Though he had “one of the most famous voices in cinema,” he started out as a child traumatized into silence, said The Wall Street Journal. He was born in Arkabutla, Miss., to a father—actor and prizefighter Robert Earl Jones—who’d abandoned the family and an unstable mother who left to become a migrant worker. He was raised by his maternal grandparents, who headed north to Michigan as part of the Great Migration. The upheaval gave him a stutter, and mockery from other children rendered him “virtually mute” from ages 6 to 14, he later said. A high school teacher helped him realize that reciting memorized words made speaking easier, and by his senior year he had won an oratory competition and a scholarship to the University of Michigan. After graduation and military service, he reunited with his father in New York City in 1955 and “scratched a living” as an actor for years, said The Daily Telegraph (U.K.). His appearance in a 1962 Shakespeare in the Park production of The Merchant of Venice caught the eye of Stanley Kubrick, who gave him a small part in Dr. Strangelove. But his breakout wouldn’t come until he was 37, when he gave a Tony-winning performance as a boxer battling racism in the 1967 play The Great White Hope and was “hailed as the most exciting presence in the American theater since Marlon Brando.” He reprised the role in the 1970 film and received his only Oscar nomination.
Over the next two decades, “Jones was in constant demand,” said The New York Times, appearing in films as varied as the romantic comedy Claudine (1974), the coal drama Matewan (1987), and the sports fantasy Field of Dreams (1989). Yet for being the voice of Darth Vader—the role that launched him into the pop culture stratosphere—Jones was paid only $7,000, and he initially asked not to be credited, characterizing his contribution as mere “special effects.” While Vader “didn’t exactly represent cinema’s most loving father,” said Rolling Stone, “paternal roles would become the linchpin of Jones’ work.” He played solemn royal patriarchs in The Lion King and in an acclaimed Shakespeare in the Park production of King Lear, as well as a goofy African monarch in the Eddie Murphy vehicles Coming to America (1998) and Coming 2 America (2021).

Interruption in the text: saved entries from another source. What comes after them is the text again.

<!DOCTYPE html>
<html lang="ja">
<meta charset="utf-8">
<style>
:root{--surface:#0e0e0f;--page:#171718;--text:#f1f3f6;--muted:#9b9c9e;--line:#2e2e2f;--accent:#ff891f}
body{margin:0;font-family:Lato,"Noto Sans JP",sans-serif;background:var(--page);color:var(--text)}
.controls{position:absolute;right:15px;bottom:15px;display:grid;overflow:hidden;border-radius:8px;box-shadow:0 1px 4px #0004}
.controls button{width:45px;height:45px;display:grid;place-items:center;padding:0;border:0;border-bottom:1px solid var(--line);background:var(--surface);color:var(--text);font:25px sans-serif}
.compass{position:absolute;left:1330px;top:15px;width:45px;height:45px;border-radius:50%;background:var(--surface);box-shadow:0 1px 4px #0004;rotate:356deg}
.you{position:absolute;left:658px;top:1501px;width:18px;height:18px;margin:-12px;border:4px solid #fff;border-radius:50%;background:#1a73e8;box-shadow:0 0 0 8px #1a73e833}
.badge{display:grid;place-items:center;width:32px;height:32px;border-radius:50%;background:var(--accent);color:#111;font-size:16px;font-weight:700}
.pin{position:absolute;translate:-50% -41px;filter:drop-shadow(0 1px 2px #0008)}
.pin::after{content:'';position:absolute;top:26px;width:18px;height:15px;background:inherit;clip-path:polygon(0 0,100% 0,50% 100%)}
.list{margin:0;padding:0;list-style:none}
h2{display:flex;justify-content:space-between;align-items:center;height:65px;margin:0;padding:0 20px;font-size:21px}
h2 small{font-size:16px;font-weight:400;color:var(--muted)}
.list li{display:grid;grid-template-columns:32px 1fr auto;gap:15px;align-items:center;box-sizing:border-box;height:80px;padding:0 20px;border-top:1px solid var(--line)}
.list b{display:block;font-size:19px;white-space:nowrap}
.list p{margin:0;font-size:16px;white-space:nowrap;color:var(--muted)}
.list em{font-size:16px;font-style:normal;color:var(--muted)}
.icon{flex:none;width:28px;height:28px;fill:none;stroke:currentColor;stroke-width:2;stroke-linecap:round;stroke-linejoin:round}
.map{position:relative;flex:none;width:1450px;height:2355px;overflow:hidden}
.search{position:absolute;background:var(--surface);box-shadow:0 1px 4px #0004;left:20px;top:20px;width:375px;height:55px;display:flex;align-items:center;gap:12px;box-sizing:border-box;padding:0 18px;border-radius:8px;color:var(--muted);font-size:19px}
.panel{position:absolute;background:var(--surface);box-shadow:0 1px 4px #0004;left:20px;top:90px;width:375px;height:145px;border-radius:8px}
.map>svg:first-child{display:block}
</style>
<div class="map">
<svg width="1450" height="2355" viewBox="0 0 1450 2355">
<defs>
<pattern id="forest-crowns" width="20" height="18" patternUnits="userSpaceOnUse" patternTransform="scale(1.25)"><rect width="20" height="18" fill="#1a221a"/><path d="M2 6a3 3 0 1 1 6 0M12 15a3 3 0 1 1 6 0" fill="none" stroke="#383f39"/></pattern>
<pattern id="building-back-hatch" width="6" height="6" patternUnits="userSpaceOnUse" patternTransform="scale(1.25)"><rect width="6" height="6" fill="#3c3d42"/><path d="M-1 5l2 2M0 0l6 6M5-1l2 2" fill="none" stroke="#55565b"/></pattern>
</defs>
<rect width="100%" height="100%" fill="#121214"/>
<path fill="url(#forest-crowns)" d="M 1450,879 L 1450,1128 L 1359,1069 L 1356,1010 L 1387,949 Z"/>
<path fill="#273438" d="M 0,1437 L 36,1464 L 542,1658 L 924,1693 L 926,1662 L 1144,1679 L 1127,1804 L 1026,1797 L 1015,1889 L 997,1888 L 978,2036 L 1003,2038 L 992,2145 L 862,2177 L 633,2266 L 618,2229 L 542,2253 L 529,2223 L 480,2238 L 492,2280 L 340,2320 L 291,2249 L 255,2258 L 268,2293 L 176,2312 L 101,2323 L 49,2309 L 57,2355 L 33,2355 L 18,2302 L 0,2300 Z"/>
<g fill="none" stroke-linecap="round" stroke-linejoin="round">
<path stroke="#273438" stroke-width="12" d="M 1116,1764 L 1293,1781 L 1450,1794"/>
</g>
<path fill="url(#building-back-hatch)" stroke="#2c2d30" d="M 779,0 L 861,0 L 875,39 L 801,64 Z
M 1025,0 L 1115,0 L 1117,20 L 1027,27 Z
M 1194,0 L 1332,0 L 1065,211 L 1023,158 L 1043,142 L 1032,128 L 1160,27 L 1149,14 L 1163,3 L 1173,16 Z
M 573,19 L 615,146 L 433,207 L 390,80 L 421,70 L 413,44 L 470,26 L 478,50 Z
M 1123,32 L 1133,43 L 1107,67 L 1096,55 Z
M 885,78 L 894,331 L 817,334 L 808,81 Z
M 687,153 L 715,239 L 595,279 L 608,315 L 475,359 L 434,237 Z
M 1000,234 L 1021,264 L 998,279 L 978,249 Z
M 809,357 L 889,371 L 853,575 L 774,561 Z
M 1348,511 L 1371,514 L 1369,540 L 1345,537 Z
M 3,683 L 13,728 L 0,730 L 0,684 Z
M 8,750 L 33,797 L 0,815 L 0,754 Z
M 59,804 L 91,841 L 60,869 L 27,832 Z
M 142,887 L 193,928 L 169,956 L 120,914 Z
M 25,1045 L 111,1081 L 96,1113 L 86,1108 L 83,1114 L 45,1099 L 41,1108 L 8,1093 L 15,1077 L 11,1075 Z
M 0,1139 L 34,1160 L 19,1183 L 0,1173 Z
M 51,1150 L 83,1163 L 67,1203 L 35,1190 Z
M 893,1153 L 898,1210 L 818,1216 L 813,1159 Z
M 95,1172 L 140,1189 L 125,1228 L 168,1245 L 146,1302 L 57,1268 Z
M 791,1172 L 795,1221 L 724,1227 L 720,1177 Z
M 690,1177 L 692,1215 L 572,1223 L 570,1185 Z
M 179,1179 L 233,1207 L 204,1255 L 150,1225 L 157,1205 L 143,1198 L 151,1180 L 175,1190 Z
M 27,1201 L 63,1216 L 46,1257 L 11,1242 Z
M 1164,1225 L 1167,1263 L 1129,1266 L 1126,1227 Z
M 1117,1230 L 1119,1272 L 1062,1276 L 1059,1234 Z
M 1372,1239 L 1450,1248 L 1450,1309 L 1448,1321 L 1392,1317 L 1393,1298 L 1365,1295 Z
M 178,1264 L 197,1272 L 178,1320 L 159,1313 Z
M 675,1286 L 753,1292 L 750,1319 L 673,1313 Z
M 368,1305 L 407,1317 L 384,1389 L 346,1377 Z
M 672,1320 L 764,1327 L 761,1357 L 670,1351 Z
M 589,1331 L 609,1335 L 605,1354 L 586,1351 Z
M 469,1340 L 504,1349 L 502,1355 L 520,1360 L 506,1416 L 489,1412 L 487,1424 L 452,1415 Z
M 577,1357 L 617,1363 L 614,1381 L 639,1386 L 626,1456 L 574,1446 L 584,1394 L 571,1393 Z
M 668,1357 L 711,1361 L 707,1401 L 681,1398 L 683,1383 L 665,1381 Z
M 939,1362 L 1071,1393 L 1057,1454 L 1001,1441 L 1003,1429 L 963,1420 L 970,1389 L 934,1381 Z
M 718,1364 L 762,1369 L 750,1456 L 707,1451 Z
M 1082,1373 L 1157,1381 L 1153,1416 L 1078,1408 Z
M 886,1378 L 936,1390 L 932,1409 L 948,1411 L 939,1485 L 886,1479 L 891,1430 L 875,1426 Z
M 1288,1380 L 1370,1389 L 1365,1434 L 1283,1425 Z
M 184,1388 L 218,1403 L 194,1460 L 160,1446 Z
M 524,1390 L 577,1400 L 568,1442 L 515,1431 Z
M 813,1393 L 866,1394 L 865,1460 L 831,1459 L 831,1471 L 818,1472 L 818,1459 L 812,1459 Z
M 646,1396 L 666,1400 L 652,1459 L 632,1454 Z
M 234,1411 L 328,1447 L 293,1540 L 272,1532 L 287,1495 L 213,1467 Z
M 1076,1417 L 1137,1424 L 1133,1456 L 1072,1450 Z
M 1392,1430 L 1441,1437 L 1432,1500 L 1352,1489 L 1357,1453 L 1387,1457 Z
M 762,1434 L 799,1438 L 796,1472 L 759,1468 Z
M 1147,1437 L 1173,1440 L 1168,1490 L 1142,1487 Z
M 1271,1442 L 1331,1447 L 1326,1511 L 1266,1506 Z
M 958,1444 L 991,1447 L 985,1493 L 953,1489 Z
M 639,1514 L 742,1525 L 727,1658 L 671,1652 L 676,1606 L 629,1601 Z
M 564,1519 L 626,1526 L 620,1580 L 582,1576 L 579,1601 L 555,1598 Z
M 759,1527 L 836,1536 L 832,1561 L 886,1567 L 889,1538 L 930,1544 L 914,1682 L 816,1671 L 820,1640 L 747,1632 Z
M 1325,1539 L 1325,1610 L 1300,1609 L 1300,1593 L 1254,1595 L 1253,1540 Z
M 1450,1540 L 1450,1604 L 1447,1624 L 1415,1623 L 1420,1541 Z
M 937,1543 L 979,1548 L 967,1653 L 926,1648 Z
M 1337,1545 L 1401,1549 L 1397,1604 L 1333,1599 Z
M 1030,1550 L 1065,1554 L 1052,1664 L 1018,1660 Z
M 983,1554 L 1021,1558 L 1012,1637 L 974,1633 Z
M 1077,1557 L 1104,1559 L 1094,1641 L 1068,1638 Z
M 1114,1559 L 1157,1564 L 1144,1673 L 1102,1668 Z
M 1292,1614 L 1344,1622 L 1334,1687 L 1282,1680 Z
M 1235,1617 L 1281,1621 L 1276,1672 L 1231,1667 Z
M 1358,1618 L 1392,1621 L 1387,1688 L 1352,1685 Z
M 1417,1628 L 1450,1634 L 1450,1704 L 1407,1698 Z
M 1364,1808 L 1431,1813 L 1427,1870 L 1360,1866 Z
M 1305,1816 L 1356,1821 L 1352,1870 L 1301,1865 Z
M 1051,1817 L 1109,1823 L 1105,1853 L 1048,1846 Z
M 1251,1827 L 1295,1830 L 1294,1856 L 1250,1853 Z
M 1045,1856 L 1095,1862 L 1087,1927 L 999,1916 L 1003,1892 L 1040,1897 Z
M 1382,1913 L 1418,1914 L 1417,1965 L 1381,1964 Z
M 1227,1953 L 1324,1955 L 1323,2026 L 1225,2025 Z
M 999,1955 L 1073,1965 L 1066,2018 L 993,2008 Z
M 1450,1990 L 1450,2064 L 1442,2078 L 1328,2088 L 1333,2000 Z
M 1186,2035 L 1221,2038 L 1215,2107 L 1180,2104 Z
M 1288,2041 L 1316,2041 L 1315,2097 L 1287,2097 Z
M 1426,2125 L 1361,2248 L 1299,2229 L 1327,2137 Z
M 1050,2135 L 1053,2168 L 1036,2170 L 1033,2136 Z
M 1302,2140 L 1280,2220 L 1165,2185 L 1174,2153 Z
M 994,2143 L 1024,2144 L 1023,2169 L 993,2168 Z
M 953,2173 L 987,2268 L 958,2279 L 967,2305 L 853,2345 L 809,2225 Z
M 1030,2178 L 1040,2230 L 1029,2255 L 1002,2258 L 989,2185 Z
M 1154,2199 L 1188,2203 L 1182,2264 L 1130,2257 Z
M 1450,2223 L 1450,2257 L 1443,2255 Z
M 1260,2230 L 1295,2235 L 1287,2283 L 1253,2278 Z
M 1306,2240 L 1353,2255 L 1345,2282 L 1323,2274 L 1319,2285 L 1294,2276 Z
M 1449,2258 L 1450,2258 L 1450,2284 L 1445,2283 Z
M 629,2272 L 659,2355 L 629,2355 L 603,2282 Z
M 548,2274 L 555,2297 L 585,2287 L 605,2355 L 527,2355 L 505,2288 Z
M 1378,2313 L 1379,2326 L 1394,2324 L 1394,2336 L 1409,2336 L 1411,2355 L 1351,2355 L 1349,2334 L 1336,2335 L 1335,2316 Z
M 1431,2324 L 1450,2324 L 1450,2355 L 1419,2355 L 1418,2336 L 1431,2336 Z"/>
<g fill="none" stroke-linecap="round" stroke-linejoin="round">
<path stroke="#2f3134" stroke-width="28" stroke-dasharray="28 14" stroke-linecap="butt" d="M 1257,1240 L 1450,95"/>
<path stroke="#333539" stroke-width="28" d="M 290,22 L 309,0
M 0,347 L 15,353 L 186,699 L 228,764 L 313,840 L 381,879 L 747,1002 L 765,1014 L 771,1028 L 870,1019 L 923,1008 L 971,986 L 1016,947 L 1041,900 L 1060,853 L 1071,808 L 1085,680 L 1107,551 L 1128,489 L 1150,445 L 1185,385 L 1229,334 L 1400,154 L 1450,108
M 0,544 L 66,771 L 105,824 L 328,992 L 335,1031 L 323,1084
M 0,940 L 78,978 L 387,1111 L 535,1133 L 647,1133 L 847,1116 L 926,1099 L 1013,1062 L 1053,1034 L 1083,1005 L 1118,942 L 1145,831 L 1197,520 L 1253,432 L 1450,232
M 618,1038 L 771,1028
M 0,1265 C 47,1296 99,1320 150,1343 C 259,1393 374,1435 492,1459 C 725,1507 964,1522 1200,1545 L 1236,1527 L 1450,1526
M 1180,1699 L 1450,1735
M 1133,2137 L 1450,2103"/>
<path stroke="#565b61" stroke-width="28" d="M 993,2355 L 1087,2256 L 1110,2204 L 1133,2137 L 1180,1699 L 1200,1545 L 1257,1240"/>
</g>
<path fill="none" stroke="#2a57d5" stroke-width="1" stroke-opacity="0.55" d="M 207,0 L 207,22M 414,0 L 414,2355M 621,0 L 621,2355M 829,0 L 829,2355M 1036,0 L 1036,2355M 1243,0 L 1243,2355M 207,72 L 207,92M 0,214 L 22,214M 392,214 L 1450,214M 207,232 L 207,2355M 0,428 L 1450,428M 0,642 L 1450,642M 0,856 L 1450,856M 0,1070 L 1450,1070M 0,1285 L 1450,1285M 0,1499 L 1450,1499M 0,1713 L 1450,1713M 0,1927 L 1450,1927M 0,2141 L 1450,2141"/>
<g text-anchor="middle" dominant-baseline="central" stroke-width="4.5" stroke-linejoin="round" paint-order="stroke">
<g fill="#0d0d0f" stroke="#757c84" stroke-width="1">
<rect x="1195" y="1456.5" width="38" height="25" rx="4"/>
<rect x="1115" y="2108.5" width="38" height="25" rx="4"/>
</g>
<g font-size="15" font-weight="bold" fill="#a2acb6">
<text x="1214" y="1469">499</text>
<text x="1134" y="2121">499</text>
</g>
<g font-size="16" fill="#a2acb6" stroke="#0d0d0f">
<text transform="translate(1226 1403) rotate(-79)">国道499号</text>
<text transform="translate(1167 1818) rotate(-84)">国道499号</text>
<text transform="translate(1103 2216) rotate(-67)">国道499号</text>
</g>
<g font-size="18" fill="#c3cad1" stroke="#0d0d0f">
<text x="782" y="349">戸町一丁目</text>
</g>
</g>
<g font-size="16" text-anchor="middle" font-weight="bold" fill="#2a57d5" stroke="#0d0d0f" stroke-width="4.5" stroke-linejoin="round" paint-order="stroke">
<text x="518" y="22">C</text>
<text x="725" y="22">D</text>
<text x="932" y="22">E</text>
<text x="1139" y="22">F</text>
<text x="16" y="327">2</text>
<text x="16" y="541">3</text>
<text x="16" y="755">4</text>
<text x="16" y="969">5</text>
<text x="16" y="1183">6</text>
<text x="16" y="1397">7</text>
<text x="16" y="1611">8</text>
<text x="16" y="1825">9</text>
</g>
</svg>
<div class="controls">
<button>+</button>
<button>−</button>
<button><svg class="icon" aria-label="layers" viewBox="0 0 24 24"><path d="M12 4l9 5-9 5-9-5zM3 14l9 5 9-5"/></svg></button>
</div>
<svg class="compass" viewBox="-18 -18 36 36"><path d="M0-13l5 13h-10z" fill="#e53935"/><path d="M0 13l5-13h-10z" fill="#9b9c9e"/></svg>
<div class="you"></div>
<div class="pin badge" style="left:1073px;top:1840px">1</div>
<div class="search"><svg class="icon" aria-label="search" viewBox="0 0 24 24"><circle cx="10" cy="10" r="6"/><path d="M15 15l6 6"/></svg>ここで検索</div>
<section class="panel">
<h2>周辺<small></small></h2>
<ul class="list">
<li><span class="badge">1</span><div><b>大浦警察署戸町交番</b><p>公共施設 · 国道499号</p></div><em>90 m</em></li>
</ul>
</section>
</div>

Yet “Jones was happiest onstage,” said The Washington Post. If his resume was “thick with commercials and phone-it-in movies,” that was to subsidize his relatively low-paid theater work. On Broadway he could afford to be more daring, playing Paul Robeson in a well-received one-man show and earning another Tony for his gut wrenching portrayal of a stern father in August Wilson’s Fences (1987). Jones “continued a punishing schedule of stage acting into his 80s,” said the Los Angeles Times, even as lung problems forced him to use an oxygen tank between acts. He refused to consider resting on his laurels. “The secret is never forgetting that you’re a journeyman actor,” he said in 2014, “and that nothing is your final thing, nothing is your greatest thing, nothing is your worst thing.”